Normalement oui. L’origine de nos propos vient de l’expertise de nos élus. J’ai fait le tour, je me suis inspiré d’eux. Il y aura nombre de maires cet après-midi à Créteil pour le forum. C’est le résultat d’un travail qui a commencé au lendemain du congrès de Reims. Et depuis septembre, il y a un comité de pilotage.

• Gérard Filoche, qui fait partie de l’aile gauche du PS, s’étonne que François Rebsamen, dans un entretien au Nouvel observateur, propose de prévenir la délinquance en « dépistant dès la petite enfance les premières difficultés scolaires ». Que lui répondez-vous ?

Gérard Filoche a tort. Il faut regarder ce que nous disons. Nous agissons d’abord pour la protection de l’enfance. Ce sont des pratiques qui ont produit des résultats au Canada. Il ne s’agit pas de déceler un gêne de la délinquance. Ce n’est pas ça. Quand on s’aperçoit qu’un gamin est en situation de violence à l’école, qu’il a un comportement qui interpelle un adulte, c’est de la responsabilité des éducateurs de s’en occuper. Le président du tribunal de Bobigny le dit. La société doit s’occuper de ces signes annonciateurs de comportement et de souffrance. Il s’agit de protéger l’enfant.

• Entre François Rebsamen, Manuel Valls, vous-même ou d’autres, les prétendants se bousculent pour occuper le poste de ministre de l’Intérieur, en cas de victoire du PS…

Cette question se pose de manière trop rapide. Je suggère qu’on achète un canapé en attendant, comme on est plusieurs à s’assoir dessus ! Chaque chose en son temps. Notre réflexion ne s’arrête pas demain.

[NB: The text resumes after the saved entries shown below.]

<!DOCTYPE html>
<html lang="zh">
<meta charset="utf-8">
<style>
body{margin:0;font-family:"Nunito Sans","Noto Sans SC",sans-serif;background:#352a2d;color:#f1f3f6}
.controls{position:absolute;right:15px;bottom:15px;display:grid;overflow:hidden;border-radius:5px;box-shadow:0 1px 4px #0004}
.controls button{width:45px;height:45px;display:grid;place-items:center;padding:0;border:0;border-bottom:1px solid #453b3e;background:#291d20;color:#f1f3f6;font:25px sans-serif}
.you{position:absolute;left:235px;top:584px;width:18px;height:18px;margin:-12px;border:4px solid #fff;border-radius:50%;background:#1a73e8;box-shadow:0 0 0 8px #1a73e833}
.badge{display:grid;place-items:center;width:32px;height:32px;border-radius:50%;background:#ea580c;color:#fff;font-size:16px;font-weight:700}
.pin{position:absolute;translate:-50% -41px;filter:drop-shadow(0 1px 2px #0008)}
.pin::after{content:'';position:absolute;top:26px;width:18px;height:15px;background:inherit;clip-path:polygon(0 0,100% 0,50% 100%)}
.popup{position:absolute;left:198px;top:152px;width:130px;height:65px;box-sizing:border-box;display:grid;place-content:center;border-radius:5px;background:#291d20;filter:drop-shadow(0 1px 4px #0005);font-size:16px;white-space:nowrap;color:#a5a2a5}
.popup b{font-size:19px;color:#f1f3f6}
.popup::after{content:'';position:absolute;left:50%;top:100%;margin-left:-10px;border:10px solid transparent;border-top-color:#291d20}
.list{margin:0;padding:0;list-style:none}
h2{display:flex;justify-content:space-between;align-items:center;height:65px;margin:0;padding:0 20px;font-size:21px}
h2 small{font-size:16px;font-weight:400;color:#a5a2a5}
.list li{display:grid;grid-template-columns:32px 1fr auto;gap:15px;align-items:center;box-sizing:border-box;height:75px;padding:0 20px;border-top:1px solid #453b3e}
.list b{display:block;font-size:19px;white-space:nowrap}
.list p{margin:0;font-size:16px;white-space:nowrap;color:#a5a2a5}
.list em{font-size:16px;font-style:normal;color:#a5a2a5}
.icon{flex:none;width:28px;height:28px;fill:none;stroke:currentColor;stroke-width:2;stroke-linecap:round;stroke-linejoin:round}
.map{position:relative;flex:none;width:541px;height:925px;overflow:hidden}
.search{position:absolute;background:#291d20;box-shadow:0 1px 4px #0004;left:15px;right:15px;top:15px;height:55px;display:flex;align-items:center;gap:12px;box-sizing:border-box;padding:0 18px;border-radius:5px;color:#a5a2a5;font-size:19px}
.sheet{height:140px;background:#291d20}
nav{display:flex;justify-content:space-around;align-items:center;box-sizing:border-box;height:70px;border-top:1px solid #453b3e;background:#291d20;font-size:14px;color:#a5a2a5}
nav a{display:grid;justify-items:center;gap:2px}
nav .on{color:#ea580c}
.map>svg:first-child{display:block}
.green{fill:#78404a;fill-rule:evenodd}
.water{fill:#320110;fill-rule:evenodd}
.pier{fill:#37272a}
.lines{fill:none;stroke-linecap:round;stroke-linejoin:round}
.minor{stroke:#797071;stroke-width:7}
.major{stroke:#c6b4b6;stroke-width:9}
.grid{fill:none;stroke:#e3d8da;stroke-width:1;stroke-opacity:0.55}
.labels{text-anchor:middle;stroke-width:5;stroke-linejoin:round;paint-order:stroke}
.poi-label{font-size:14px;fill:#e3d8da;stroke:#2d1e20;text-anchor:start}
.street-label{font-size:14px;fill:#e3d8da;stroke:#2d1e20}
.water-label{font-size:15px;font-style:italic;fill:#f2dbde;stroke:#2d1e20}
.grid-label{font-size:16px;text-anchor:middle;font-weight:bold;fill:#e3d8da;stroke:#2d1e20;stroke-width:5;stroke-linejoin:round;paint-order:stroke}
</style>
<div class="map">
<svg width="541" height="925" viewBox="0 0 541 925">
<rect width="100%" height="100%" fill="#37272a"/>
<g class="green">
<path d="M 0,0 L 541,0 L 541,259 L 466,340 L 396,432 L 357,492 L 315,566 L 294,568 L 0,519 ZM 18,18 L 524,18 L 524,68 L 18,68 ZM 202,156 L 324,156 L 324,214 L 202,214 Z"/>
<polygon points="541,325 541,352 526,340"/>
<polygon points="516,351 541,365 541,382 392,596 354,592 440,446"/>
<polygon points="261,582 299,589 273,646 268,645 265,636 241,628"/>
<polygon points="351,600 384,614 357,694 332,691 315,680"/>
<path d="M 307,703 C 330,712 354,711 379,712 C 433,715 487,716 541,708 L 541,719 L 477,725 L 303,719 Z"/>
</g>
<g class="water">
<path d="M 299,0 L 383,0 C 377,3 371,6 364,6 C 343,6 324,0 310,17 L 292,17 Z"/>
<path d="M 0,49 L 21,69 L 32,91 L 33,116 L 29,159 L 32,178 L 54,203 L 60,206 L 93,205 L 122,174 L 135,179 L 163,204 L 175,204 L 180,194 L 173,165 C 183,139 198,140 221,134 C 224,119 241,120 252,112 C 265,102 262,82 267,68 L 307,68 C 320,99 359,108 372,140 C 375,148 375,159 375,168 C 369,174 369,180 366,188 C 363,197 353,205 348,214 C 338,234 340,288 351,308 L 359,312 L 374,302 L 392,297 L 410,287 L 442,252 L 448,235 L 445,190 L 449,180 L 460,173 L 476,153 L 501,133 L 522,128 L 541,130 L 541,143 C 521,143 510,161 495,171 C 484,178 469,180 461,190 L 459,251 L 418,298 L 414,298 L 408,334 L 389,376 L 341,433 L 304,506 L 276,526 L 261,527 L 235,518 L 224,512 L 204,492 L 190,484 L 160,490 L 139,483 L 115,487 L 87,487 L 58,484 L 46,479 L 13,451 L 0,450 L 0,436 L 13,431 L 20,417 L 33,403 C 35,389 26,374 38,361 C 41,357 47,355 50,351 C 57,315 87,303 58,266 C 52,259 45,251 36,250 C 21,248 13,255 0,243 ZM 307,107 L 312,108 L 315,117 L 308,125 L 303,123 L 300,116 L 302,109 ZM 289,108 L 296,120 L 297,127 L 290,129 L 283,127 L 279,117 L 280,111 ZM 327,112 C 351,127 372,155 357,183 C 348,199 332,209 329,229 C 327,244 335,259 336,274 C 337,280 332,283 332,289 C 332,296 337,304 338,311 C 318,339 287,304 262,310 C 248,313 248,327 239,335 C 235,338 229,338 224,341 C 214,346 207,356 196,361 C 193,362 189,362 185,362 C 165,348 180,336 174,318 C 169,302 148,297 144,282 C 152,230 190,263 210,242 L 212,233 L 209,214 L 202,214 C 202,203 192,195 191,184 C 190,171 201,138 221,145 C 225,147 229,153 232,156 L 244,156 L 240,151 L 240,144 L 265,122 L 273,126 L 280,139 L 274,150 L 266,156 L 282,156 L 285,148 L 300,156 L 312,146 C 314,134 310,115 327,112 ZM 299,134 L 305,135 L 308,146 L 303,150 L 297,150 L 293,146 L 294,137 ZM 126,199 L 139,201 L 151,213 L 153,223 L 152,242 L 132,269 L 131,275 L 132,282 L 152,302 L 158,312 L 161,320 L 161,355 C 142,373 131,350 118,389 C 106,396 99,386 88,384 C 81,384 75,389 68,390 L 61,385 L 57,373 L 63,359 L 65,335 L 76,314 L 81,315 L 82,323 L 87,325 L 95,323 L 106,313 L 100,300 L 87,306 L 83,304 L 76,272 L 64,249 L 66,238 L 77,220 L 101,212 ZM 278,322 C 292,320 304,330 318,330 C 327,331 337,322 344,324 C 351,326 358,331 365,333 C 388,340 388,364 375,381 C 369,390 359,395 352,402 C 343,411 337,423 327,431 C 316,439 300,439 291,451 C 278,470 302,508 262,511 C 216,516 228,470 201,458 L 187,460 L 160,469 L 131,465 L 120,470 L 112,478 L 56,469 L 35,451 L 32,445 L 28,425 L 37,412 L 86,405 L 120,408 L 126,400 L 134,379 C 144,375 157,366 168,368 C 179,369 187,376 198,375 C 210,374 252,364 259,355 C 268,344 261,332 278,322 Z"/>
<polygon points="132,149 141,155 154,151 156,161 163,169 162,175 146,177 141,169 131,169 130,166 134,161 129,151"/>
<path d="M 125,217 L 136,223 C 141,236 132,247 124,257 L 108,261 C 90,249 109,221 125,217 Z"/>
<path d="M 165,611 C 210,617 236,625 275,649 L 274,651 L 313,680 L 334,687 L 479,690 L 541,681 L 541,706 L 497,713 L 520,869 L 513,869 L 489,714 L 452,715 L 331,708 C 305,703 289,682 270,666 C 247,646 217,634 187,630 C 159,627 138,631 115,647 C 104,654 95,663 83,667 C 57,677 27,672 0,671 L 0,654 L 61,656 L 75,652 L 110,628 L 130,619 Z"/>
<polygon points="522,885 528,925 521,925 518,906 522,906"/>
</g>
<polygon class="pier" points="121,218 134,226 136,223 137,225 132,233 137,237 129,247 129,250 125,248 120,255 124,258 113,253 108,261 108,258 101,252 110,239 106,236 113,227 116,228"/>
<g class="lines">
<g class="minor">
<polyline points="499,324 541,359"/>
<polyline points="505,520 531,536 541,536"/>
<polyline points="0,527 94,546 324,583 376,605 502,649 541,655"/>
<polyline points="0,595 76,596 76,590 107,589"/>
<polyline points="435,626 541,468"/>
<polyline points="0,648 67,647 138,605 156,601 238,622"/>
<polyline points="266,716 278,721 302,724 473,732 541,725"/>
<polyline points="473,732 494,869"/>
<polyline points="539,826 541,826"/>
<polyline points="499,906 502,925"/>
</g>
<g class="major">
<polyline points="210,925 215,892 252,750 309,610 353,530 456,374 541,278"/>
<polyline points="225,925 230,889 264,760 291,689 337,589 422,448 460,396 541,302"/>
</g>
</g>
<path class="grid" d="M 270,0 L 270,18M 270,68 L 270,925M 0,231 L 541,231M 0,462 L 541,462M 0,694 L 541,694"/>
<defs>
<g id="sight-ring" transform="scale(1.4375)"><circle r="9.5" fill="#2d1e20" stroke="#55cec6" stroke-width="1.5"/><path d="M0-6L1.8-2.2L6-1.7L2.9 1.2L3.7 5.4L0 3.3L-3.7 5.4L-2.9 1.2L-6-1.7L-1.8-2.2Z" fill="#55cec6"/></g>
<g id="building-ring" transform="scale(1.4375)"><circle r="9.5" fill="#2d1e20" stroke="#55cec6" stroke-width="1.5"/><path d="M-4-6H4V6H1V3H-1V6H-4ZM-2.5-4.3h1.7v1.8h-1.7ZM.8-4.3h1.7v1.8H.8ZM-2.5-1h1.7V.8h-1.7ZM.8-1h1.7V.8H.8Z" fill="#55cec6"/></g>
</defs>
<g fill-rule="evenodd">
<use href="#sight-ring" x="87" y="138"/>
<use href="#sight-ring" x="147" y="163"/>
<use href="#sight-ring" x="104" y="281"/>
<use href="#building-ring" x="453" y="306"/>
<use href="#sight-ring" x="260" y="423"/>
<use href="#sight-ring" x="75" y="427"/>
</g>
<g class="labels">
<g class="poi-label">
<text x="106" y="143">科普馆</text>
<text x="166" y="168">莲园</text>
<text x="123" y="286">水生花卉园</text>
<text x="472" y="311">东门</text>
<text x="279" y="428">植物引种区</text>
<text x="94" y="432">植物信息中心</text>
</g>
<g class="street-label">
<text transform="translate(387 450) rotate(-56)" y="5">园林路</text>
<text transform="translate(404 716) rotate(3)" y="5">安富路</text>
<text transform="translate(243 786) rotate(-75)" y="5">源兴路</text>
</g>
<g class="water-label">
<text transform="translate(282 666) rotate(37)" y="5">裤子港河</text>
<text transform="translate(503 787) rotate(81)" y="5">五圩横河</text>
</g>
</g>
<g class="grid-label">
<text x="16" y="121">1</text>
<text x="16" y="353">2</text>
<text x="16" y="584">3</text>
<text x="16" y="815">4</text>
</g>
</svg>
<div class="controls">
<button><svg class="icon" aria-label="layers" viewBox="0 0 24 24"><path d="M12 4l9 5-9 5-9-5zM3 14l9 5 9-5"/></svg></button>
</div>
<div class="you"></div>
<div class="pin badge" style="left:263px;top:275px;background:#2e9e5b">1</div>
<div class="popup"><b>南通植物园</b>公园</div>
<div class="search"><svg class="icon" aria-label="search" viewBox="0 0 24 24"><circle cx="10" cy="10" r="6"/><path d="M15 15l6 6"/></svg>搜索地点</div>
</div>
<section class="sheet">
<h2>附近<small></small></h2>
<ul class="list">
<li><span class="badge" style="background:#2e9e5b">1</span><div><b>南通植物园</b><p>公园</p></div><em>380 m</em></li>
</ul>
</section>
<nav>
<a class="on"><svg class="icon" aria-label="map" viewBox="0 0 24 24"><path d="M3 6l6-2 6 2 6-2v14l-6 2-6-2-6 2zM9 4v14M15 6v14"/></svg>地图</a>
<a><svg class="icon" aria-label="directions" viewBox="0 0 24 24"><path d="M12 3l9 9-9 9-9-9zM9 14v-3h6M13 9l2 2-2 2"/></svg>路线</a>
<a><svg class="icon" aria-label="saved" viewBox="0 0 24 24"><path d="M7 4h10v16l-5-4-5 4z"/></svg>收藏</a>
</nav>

Nous faisons des propositions, puis il y aura des arbitrages globaux quand le PS va rassembler tous ses forums. Peut-être que des choses que nous dirons ce soir ne seront pas poursuivies.

• La sécurité avait été un sujet majeur de l’élection présidentielle en 2002. En 2007, le sujet avait porté Nicolas Sarkozy. Qu’en sera-t-il en 2012 ?

Ce sera évidemment un sujet de la campagne présidentielle. Nous entendons démontrer l’efficacité de la gauche et que la crédibilité a changé de camp. Sinon nos maires n’auraient pas été réélus.